YOUR INSTRUCTIONS - What lines of the data below hold the string "lanes"? Copy each one.

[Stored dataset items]

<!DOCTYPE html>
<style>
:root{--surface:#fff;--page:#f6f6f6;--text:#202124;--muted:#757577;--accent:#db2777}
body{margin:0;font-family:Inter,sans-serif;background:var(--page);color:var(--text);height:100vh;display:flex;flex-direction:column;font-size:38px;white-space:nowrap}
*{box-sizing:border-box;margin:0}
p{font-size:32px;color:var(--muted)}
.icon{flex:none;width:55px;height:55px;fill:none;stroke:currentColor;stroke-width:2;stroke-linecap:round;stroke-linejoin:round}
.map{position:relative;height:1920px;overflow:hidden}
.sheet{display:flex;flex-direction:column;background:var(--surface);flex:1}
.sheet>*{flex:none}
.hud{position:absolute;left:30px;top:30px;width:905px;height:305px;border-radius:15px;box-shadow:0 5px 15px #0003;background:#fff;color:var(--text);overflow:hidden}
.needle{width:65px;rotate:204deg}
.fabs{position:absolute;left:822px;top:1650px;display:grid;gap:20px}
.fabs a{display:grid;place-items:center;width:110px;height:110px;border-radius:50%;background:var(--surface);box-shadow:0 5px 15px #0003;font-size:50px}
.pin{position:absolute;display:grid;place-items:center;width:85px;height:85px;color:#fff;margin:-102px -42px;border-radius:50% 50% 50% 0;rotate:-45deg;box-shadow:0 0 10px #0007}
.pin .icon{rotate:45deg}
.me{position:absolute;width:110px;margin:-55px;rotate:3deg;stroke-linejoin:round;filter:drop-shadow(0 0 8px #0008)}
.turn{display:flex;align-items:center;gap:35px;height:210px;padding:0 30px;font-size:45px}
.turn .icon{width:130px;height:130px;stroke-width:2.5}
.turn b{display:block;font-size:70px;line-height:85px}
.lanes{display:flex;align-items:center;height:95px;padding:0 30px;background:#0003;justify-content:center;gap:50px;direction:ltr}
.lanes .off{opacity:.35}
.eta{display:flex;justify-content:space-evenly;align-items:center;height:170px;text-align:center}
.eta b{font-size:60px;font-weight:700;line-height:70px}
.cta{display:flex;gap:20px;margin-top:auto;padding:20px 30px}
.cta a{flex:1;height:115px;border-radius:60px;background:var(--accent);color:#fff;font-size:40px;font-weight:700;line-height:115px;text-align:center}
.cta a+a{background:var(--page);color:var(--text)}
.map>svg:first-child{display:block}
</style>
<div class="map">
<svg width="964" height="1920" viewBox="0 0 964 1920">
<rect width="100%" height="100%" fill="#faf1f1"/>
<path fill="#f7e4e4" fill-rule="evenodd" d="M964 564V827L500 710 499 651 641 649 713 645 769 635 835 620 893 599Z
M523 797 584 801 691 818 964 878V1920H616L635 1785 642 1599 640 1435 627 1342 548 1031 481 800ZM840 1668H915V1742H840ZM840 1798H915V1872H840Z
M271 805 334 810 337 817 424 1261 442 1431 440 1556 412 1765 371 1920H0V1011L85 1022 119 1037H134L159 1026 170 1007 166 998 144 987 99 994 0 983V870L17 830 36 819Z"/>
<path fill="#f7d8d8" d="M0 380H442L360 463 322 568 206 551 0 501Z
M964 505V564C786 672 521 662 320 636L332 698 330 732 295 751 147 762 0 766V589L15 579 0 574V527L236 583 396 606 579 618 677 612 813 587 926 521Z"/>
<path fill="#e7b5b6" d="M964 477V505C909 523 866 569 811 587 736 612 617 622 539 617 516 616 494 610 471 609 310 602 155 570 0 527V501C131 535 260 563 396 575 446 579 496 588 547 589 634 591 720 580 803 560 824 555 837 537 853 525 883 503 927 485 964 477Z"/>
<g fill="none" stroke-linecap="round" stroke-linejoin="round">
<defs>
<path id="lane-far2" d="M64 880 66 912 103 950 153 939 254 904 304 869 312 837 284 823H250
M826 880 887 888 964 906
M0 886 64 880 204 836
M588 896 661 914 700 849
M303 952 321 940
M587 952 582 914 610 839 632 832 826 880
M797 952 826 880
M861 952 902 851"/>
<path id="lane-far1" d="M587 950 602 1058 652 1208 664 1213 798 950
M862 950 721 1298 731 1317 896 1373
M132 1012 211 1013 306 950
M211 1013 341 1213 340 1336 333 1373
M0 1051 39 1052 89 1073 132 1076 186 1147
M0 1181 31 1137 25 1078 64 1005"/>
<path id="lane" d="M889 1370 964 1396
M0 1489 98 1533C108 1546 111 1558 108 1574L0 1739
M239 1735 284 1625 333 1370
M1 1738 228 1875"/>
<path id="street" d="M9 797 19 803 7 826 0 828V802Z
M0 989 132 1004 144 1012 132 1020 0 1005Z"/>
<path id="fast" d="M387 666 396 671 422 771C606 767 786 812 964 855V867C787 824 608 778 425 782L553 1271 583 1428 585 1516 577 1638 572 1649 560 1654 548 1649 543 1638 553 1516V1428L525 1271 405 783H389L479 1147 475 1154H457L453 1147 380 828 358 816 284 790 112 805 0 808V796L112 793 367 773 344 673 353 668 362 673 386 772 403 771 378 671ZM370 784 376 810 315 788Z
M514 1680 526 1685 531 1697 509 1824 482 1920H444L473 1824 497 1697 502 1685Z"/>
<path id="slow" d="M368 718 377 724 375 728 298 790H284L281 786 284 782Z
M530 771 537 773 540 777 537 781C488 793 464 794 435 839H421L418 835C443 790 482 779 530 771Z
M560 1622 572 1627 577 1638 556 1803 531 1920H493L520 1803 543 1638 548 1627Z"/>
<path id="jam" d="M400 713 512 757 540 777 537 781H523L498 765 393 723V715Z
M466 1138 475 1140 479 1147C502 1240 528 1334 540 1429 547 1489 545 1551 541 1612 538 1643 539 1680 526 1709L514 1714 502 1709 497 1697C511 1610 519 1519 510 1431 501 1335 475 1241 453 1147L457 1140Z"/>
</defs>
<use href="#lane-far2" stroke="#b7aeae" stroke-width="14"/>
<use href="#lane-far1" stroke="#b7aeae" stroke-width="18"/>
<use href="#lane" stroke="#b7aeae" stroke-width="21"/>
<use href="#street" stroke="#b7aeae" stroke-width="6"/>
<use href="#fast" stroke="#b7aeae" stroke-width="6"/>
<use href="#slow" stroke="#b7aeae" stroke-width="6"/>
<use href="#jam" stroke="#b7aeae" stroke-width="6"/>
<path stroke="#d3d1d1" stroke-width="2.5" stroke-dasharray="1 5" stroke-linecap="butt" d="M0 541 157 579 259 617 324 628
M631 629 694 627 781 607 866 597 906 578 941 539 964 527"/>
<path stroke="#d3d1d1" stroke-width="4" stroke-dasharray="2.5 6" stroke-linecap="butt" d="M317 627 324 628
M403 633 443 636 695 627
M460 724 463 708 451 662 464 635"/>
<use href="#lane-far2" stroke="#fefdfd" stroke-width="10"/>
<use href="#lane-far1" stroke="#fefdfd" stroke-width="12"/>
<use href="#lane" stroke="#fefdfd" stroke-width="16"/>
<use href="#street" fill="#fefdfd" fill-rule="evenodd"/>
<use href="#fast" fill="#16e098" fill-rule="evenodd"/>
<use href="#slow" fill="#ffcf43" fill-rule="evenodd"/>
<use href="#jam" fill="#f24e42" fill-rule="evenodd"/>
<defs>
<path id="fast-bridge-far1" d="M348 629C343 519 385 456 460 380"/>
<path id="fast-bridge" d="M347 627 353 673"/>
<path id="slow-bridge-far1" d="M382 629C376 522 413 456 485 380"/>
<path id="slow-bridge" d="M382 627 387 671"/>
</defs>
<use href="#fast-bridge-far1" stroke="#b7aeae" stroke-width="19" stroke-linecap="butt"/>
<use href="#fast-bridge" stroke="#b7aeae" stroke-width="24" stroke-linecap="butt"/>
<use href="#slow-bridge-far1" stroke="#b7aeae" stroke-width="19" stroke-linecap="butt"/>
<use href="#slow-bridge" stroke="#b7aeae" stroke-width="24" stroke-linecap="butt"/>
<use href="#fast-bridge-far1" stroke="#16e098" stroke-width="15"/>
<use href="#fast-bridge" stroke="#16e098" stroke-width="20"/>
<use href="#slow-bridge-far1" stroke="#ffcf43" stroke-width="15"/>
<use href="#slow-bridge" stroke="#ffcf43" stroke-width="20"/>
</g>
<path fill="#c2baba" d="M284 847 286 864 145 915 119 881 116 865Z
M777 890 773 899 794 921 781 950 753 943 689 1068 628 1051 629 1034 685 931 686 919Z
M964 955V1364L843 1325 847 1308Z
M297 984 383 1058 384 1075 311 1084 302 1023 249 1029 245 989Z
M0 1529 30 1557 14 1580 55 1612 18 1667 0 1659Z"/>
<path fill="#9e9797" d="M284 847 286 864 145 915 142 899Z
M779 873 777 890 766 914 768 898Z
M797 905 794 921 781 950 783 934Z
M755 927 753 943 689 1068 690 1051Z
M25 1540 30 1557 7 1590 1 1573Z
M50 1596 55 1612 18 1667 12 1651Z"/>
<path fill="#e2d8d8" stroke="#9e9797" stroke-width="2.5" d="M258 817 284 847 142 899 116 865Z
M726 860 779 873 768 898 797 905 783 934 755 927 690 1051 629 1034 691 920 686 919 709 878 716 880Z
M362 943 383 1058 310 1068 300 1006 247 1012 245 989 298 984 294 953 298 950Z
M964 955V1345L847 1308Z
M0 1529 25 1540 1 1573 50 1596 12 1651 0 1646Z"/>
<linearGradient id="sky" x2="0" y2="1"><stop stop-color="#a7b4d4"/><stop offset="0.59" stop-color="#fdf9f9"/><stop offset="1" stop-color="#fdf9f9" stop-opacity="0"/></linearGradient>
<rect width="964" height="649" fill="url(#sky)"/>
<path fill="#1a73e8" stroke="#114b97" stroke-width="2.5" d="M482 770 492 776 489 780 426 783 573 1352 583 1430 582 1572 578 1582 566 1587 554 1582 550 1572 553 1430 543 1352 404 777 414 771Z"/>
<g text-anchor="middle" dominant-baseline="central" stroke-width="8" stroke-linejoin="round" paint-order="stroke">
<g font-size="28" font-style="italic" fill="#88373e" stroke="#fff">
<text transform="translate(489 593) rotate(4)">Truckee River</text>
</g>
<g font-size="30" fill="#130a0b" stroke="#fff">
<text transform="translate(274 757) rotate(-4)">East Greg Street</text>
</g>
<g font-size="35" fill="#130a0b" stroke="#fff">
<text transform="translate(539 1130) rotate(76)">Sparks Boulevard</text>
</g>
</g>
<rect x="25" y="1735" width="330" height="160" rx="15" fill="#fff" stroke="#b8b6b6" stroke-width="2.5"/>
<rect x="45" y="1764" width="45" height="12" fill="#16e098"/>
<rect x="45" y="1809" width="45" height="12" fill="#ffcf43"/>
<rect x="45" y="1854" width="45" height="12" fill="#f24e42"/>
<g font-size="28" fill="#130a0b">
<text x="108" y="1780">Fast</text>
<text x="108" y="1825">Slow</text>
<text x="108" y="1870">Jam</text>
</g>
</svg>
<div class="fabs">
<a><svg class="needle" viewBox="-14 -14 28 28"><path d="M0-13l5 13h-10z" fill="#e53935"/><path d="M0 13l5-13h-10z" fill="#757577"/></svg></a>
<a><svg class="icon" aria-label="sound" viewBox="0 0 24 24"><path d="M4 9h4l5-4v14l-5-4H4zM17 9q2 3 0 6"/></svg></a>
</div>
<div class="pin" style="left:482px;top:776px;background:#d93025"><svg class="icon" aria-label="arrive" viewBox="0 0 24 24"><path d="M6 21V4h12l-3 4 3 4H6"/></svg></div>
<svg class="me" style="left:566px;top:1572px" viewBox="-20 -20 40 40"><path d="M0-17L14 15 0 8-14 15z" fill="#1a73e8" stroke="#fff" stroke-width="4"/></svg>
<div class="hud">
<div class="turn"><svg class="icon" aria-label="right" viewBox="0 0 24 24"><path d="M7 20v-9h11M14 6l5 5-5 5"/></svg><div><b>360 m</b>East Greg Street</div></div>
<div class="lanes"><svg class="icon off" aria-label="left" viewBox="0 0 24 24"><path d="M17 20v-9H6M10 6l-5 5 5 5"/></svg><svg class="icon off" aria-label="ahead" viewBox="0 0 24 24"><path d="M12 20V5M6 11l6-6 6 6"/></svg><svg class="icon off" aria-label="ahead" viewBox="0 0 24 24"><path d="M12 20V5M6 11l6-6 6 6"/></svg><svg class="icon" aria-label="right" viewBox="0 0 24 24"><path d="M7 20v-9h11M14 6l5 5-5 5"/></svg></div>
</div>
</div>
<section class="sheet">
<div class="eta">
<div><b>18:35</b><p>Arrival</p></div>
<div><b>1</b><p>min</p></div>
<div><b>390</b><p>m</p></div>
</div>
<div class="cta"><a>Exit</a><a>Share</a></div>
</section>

RESULT FOR THIS EXERCISE -
.lanes{display:flex;align-items:center;height:95px;padding:0 30px;background:#0003;justify-content:center;gap:50px;direction:ltr}
.lanes .off{opacity:.35}
<div class="lanes"><svg class="icon off" aria-label="left" viewBox="0 0 24 24"><path d="M17 20v-9H6M10 6l-5 5 5 5"/></svg><svg class="icon off" aria-label="ahead" viewBox="0 0 24 24"><path d="M12 20V5M6 11l6-6 6 6"/></svg><svg class="icon off" aria-label="ahead" viewBox="0 0 24 24"><path d="M12 20V5M6 11l6-6 6 6"/></svg><svg class="icon" aria-label="right" viewBox="0 0 24 24"><path d="M7 20v-9h11M14 6l5 5-5 5"/></svg></div>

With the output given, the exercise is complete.